**Exercise details**
Look through the data below, and copy each line that carries the word "linejoin".

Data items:
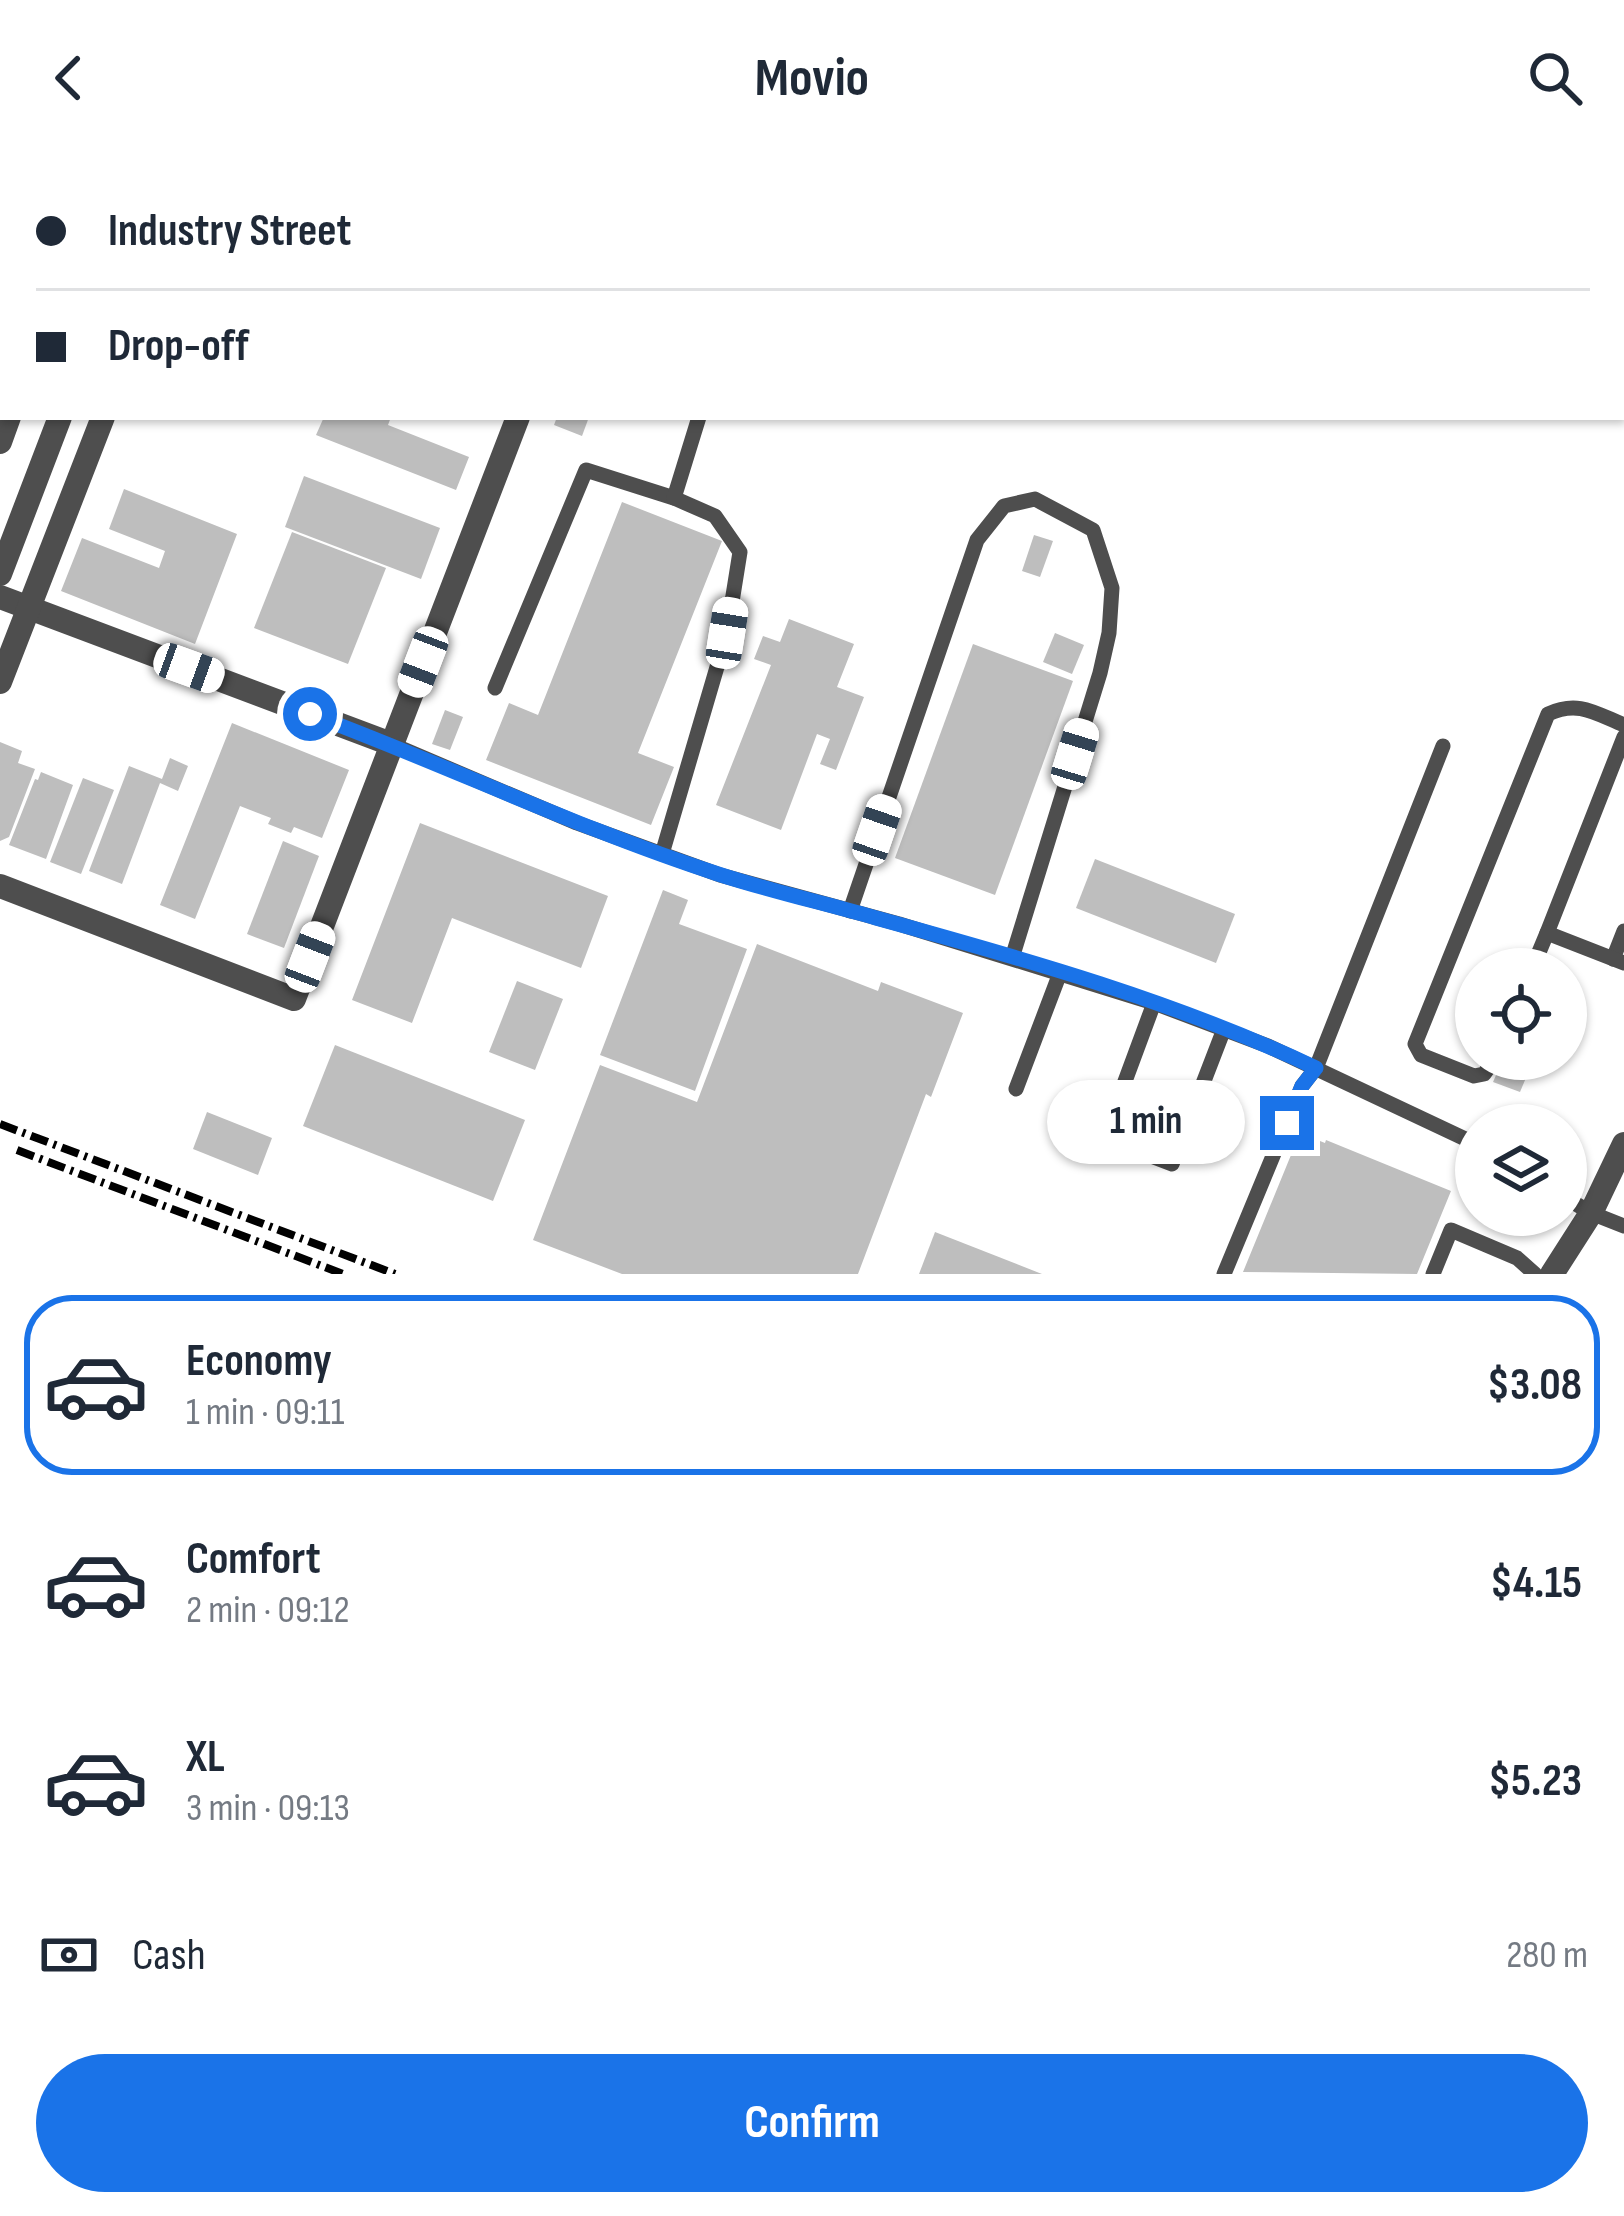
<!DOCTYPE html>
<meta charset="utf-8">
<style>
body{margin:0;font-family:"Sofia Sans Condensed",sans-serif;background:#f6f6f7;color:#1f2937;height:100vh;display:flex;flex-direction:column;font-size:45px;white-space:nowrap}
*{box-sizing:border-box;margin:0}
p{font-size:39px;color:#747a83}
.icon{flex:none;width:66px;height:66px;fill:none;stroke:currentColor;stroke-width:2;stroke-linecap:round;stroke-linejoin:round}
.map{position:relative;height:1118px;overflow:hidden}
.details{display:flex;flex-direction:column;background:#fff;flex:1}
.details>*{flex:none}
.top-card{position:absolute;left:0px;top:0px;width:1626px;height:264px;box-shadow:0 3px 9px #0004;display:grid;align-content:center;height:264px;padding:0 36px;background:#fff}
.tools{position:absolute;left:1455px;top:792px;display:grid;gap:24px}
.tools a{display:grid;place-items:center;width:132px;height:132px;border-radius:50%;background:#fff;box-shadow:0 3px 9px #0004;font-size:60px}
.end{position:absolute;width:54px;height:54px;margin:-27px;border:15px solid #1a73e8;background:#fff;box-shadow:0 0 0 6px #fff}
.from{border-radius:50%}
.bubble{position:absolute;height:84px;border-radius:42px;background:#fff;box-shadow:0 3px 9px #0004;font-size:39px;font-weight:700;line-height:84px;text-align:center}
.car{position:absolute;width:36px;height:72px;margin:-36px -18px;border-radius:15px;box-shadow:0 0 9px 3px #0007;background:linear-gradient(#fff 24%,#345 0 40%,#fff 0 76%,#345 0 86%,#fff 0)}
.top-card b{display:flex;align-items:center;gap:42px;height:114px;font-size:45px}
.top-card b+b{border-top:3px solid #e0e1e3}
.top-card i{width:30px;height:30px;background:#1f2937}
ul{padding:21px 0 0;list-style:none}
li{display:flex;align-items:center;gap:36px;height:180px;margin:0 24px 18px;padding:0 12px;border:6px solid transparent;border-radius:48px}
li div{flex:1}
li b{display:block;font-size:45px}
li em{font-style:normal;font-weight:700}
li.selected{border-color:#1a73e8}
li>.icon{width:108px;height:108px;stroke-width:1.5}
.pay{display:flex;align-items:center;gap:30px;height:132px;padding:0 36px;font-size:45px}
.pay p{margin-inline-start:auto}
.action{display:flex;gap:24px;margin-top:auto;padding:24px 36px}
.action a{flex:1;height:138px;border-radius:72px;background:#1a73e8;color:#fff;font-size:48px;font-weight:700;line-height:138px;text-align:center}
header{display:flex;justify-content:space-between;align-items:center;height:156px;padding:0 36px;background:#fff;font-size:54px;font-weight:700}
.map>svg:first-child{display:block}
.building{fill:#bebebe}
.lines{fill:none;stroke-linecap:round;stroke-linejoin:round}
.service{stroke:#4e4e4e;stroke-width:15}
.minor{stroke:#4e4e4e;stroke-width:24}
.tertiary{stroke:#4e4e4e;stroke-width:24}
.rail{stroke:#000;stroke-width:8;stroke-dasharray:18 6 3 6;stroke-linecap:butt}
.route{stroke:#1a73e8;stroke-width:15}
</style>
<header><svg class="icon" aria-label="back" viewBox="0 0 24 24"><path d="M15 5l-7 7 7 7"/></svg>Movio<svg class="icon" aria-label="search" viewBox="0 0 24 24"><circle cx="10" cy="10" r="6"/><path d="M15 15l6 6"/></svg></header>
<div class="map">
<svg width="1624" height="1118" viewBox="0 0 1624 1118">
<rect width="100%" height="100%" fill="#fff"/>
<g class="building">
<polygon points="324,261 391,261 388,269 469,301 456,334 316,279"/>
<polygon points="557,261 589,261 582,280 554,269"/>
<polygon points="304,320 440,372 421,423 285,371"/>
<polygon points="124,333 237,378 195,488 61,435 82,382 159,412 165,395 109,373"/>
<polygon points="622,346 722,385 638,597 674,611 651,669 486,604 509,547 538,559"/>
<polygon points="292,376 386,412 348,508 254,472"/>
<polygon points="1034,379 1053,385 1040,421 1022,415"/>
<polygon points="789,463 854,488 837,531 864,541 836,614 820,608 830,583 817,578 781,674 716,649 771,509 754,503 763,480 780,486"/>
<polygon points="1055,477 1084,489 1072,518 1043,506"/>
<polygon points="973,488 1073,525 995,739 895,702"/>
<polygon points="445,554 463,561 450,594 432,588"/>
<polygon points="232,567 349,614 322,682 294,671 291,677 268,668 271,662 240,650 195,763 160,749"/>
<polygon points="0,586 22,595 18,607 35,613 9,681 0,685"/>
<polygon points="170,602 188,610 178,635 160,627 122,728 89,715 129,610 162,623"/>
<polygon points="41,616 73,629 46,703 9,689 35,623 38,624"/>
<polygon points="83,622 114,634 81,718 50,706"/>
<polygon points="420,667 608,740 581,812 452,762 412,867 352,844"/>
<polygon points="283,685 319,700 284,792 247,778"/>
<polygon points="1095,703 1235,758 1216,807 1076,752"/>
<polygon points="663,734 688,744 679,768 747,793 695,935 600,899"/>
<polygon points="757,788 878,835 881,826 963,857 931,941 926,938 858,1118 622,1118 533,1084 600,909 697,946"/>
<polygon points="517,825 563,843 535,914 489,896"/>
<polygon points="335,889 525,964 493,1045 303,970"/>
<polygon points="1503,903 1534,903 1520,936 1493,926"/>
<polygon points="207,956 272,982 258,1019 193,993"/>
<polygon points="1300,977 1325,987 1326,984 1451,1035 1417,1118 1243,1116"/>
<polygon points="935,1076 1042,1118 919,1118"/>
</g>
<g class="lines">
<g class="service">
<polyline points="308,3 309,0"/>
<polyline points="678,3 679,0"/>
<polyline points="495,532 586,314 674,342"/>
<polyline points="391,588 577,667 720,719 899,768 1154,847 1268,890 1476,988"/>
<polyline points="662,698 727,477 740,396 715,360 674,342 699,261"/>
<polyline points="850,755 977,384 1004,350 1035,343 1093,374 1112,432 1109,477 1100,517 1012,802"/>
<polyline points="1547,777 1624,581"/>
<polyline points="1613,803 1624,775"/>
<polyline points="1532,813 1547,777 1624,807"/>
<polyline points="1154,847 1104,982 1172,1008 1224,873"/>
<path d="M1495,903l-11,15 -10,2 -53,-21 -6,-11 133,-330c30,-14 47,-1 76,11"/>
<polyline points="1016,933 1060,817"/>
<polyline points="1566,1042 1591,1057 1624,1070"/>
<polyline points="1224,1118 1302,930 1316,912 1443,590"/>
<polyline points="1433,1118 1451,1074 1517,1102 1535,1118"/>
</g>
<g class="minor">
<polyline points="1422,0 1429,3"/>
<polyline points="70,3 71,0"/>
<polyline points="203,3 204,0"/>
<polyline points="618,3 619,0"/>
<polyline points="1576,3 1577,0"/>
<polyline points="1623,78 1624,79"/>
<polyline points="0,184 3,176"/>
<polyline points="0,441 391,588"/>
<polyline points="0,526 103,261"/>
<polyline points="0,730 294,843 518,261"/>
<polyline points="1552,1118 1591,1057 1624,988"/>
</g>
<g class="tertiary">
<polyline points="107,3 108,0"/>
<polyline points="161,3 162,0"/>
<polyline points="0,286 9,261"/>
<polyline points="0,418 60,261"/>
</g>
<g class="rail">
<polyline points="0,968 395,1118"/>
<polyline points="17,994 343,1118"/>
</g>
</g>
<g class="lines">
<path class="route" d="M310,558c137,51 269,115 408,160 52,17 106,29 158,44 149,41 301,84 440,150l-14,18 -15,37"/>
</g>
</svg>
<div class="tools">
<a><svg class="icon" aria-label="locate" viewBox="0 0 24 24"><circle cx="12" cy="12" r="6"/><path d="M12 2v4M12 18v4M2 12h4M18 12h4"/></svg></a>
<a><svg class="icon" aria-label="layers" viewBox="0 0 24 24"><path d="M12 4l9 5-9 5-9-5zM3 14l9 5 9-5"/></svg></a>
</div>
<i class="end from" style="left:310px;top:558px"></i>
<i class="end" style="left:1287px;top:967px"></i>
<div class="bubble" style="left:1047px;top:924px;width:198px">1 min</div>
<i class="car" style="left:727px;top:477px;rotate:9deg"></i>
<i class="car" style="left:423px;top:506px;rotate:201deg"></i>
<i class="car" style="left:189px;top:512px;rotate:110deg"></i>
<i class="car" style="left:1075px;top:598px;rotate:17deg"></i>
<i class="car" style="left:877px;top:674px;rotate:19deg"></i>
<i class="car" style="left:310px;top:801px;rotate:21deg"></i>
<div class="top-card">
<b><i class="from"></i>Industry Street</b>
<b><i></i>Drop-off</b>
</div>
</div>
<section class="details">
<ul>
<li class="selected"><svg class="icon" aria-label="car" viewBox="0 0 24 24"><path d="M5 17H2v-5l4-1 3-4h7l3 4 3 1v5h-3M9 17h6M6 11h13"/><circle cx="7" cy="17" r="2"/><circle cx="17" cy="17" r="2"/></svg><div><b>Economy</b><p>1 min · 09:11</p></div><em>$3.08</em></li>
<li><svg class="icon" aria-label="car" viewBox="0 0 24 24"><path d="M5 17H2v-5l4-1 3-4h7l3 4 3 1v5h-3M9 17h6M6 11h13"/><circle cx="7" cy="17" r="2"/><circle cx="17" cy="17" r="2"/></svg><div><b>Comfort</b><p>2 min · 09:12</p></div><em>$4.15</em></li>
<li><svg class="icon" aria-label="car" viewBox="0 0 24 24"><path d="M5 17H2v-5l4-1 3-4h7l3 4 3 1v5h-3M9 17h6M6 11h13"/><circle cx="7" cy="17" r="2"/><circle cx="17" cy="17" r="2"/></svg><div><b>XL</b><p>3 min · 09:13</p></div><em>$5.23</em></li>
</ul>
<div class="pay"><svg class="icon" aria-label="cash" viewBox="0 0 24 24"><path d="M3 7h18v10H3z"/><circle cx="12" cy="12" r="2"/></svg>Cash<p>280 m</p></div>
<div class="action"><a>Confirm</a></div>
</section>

**Exercise output**
.icon{flex:none;width:66px;height:66px;fill:none;stroke:currentColor;stroke-width:2;stroke-linecap:round;stroke-linejoin:round}
.lines{fill:none;stroke-linecap:round;stroke-linejoin:round}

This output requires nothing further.